ヌクレオチド塩が、ナトリウムイオンのイオン半径より大きいイオン半径を有する対イオンによって形成されることが、本発明のあらゆる形態の好ましい部分である。しかしながら、ポリメラーゼまたはDNA合成酵素は、リチウムおよび/またはナトリウムヌクレオチド塩のある程度の濃度を許容する可能性が高い。したがって、対イオンがナトリウムおよび/またはリチウムである、本発明のプロセスに含まれるヌクレオチド塩の部分が存在していてもよい。この部分は、好ましくは25%未満であり、任意選択で、20%、15%、10%、5%、1%またはそれ未満である。ポリメラーゼまたはDNA合成酵素はまた、変性剤などの他の源に由来するナトリウムおよび/またはリチウムを許容する場合もある。反応混合物中のリチウムイオンの総濃度は、15mMを超えず、好ましくは10mM、さらにより好ましくは5mM、4mM、3mM、2mM、1mMまたはそれ未満であることが好ましい。リチウムはより阻害性と考えられるため、このイオンは、反応混合物から実質的に排除されることが好ましい。ナトリウムイオンの場合、水酸化ナトリウムは一般的に変性剤として使用されるため、ナトリウムイオンの存在は許容できる。

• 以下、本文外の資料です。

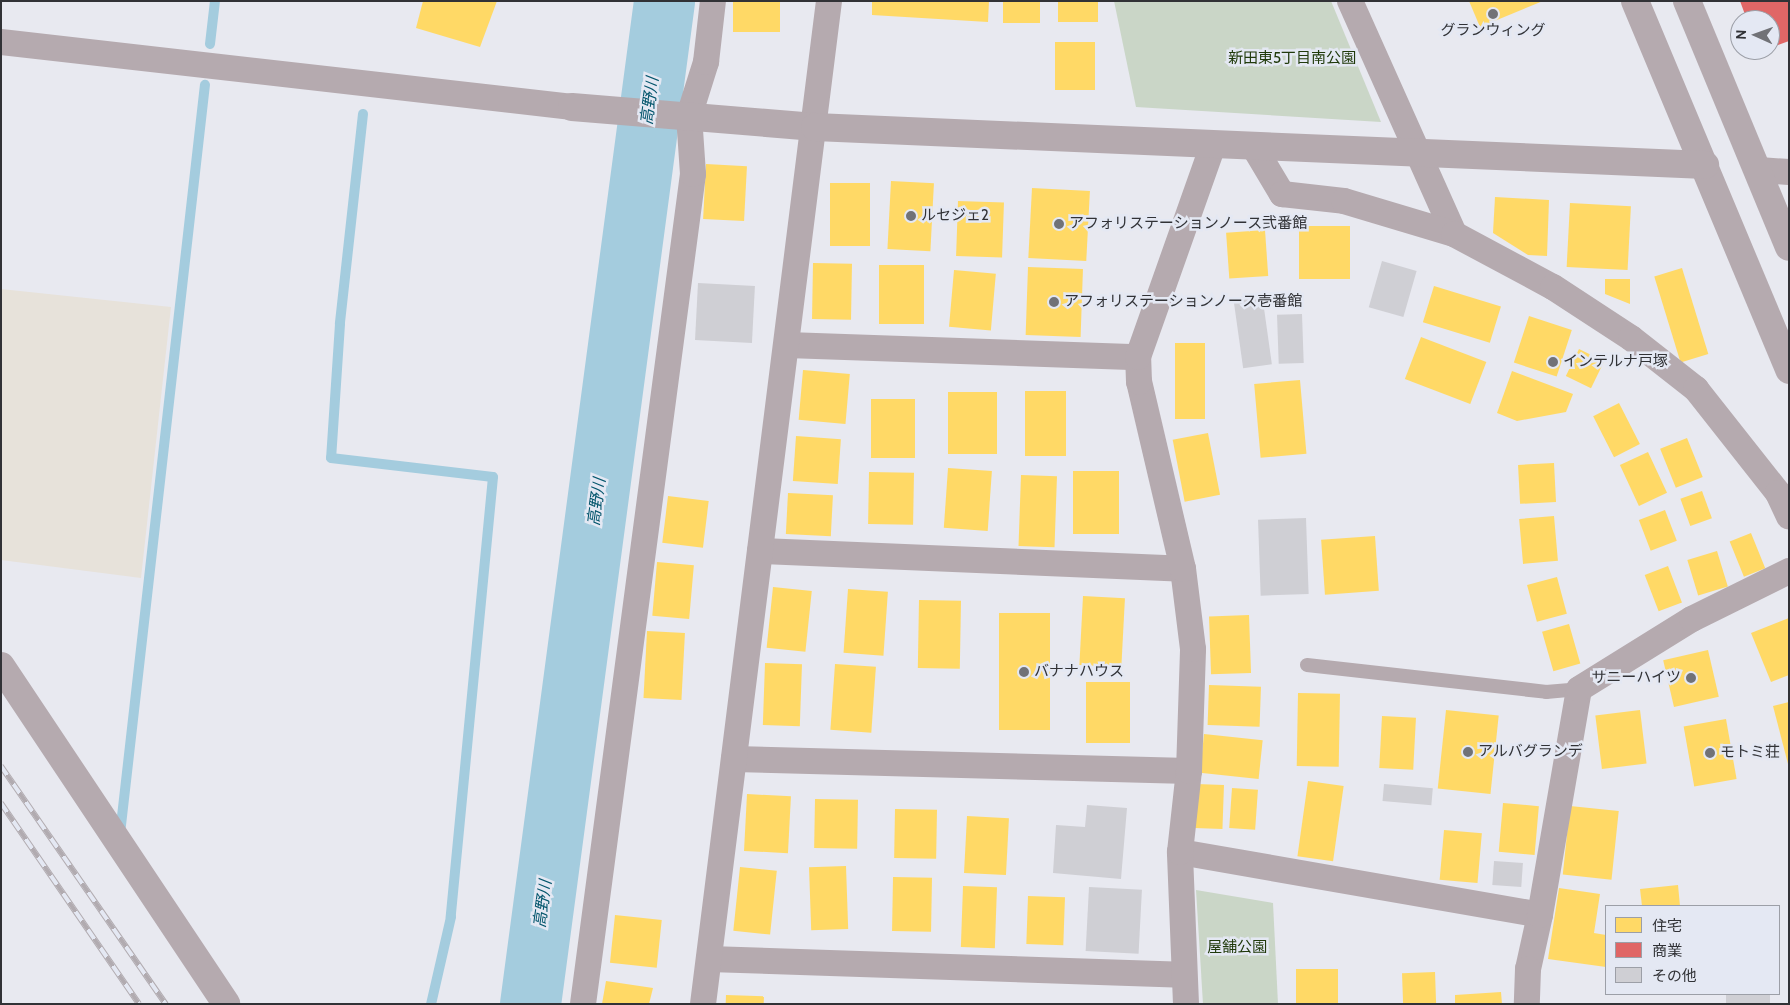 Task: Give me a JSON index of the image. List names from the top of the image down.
{
  "water": ["高野川"],
  "parks": ["新田東5丁目南公園", "屋舗公園"],
  "places": [
    "グランウィング",
    "ルセジェ2",
    "アフォリステーションノース弐番館",
    "アフォリステーションノース壱番館",
    "インテルナ戸塚",
    "バナナハウス",
    "サニーハイツ",
    "アルバグランデ",
    "モトミ荘"
  ],
  "legend": ["住宅", "商業", "その他"],
  "north": "left"
} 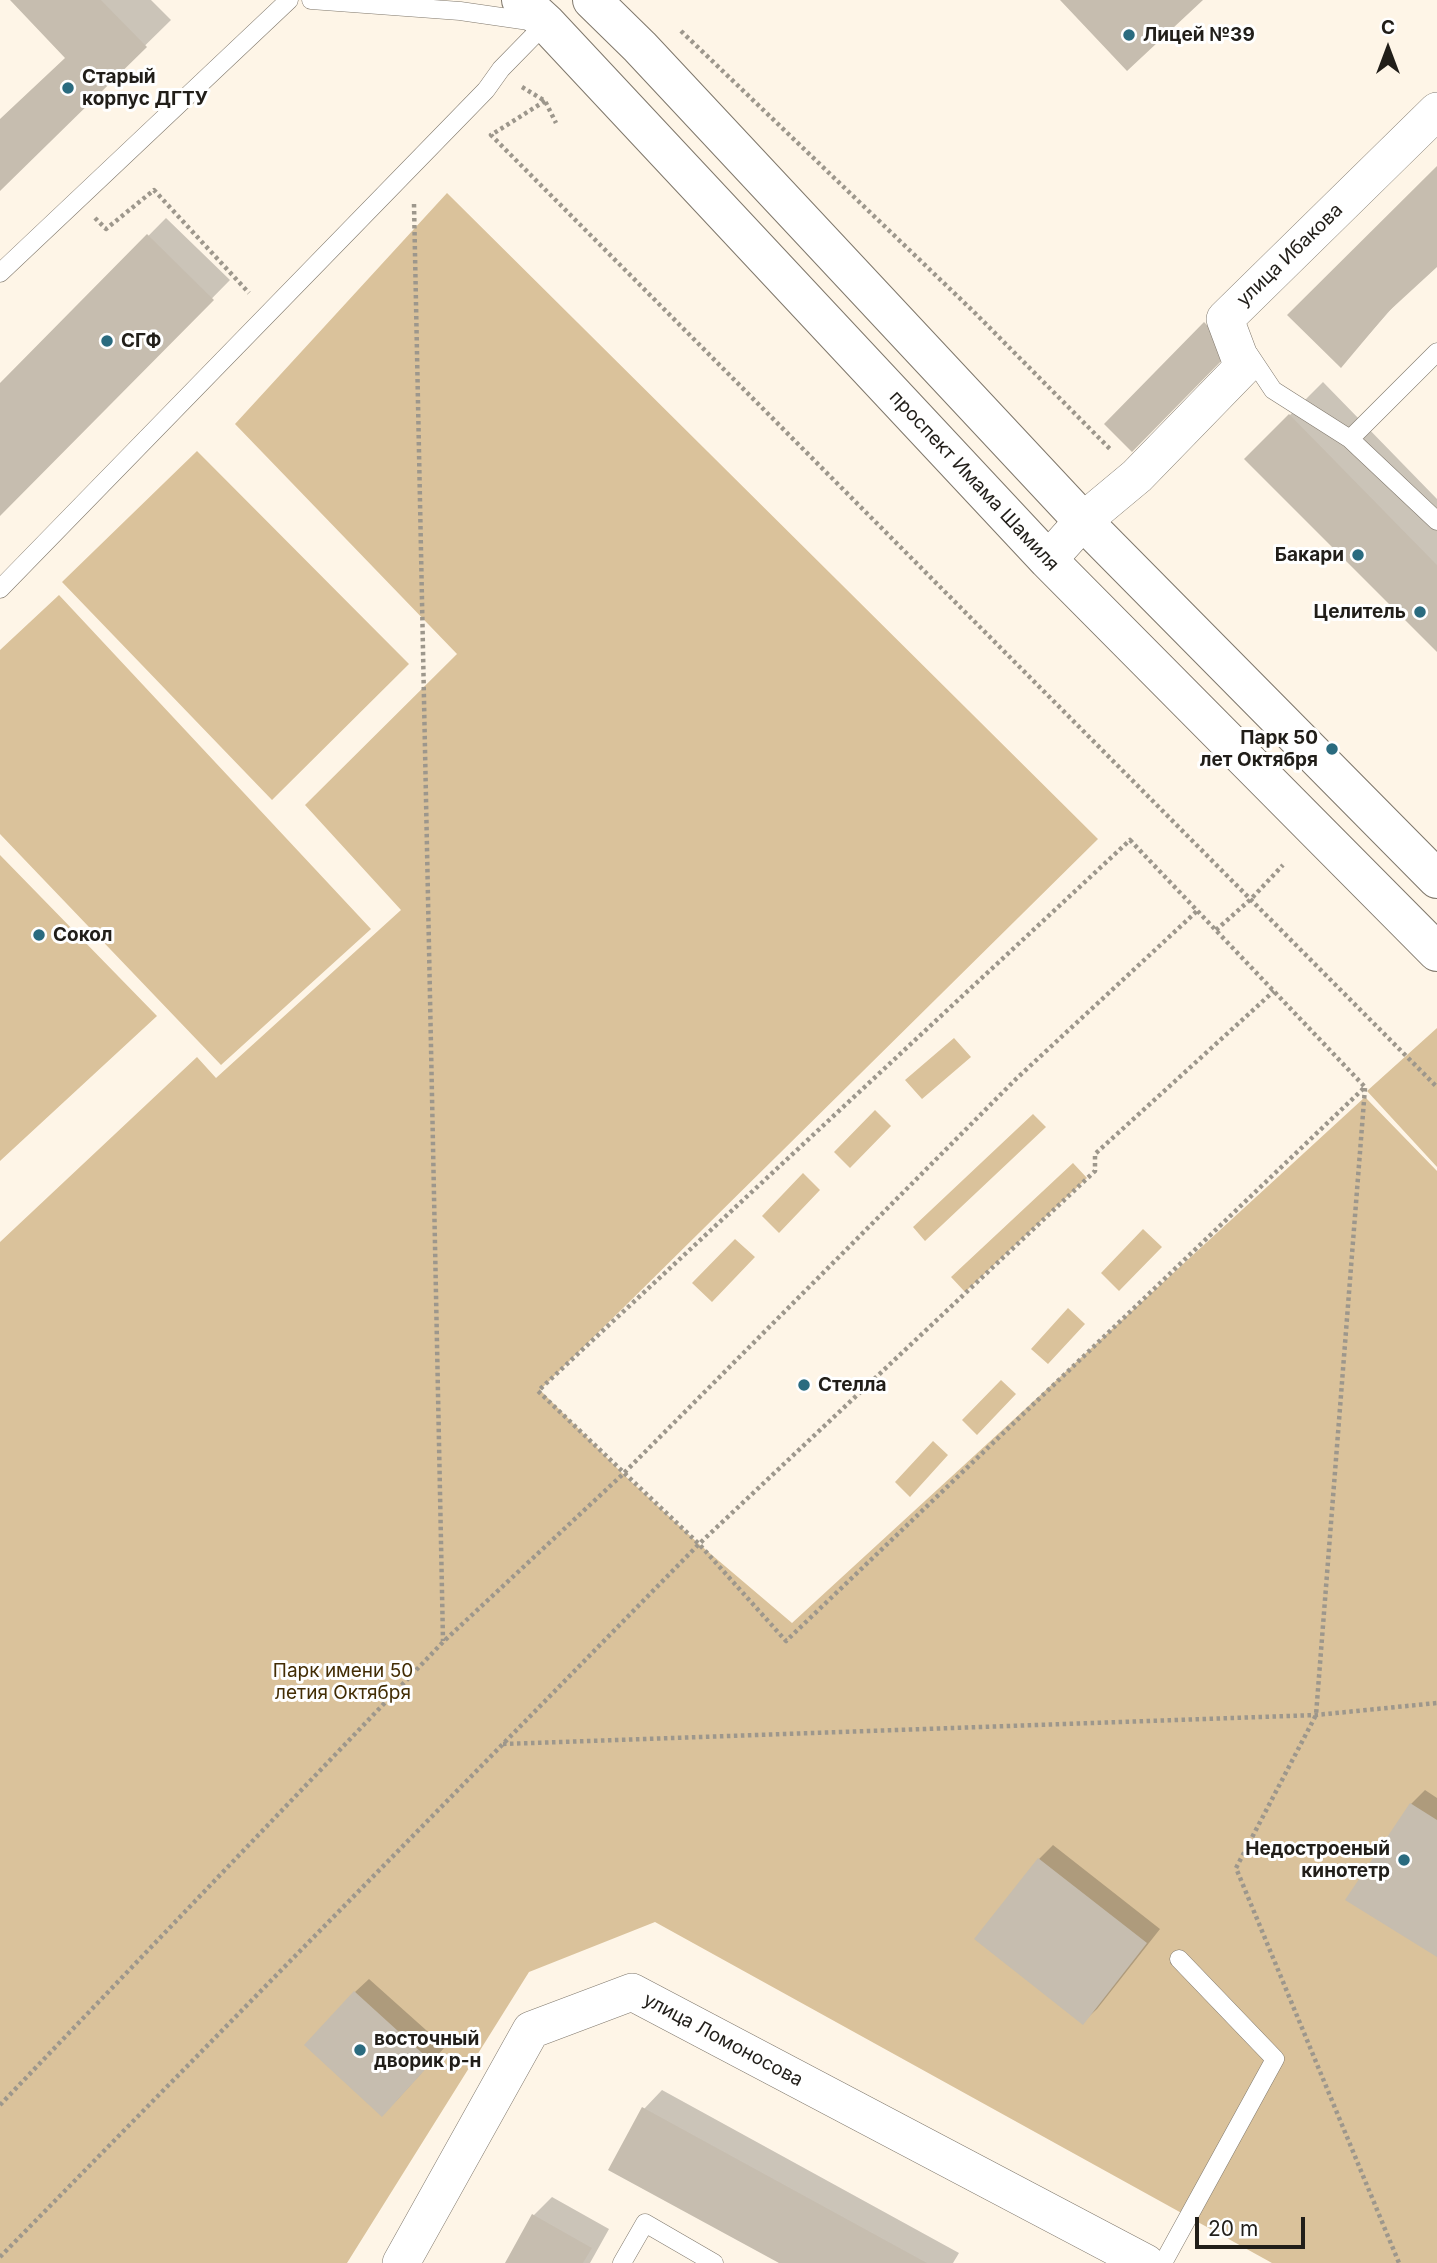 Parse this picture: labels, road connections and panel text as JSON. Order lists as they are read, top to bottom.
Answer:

鎖置換を介したテンプレートの増幅が好ましい。好ましくは、その条件は、別の鎖の鎖置換複製を介して複製された鎖の置換によって前記テンプレートの増幅を促進する。その条件は、DNAの増幅を可能にするあらゆる温度の使用を含み、一般的には20〜90℃の範囲の温度を含む。好ましい温度範囲は、約20〜約40または約25〜約35℃であり得る。LAMP増幅のための好ましい温度は、約50〜約70℃である。
特定の形態において、反応混合物中に、界面活性剤が含まれていてもよい。好適な界面活性剤の例としては、Triton X−100(商標)、Tween 20(商標)およびそれらのいずれかの誘導体が挙げられる。反応混合物中に、安定化剤も含まれていてもよい。あらゆる好適な安定化剤を使用することができ、特定には、ウシ血清アルブミン(BSA)および他の安定化タンパク質が挙げられる。反応条件はまた、DNAをゆるめて、テンプレート変性をより簡単にする物質を添加することによっても改善できる。このような物質としては、例えば、ジメチルスルホキシド(DMSO)、ホルムアミド、グリセロールおよびベタインが挙げられる。反応混合物中に、DNA縮合剤も含まれていてもよい。このような物質としては、例えば、ポリエチレングリコールまたはカチオン脂質またはカチオン性ポリマーが挙げられる。
(a)イオン半径がナトリウムイオンのイオン半径より大きい単一の1価カチオンとの塩の形態、または
(b)2種またはそれより多くの異なる1価カチオンとの塩の形態
のいずれかであり、前記カチオンの少なくとも1種は、ナトリウムイオンのイオン半径より大きいイオン半径を有する、上記無細胞プロセス。
本発明はまた、DNAを合成するための無細胞プロセスであって、DNAテンプレートを、10〜20mM、または最大30mMの濃度でのナトリウムイオンとの塩の形態の1種またはそれより多くのヌクレオチドの存在下で、少なくとも1種のポリメラーゼと接触させることを含む、無細胞プロセスにも関する場合がある。本発明は、塩として供給されたヌクレオチドの使用を含む、酵素によるDNAの合成のための無細胞プロセスであって、前記塩は、ナトリウムイオンのイオン半径より大きいイオン半径を有する1価カチオンを含み、好ましくは、ヌクレオチド塩は、10mMより高い濃度で供給されるかまたはその濃度で存在する、上記無細胞プロセスを提供する。
ここでいくつかの非限定的な例を参照しながら本発明を説明する。
実施例
材料および方法
試薬
提示した実施例において、以下の試薬を使用した:
dNTP塩 リチウム塩、ストック濃度100mM(バイオライン(Bioline))
dNTP塩 ナトリウム、カリウム、セシウム、アンモニウム、塩、ストック濃度100mM(契約合成)
Phi29 DNAポリメラーゼ、ストック濃度2.4g/l(社内生産)
熱安定性ピロホスファターゼ、ストック濃度2000U/ml(エンザイマティックス(Enzymatics))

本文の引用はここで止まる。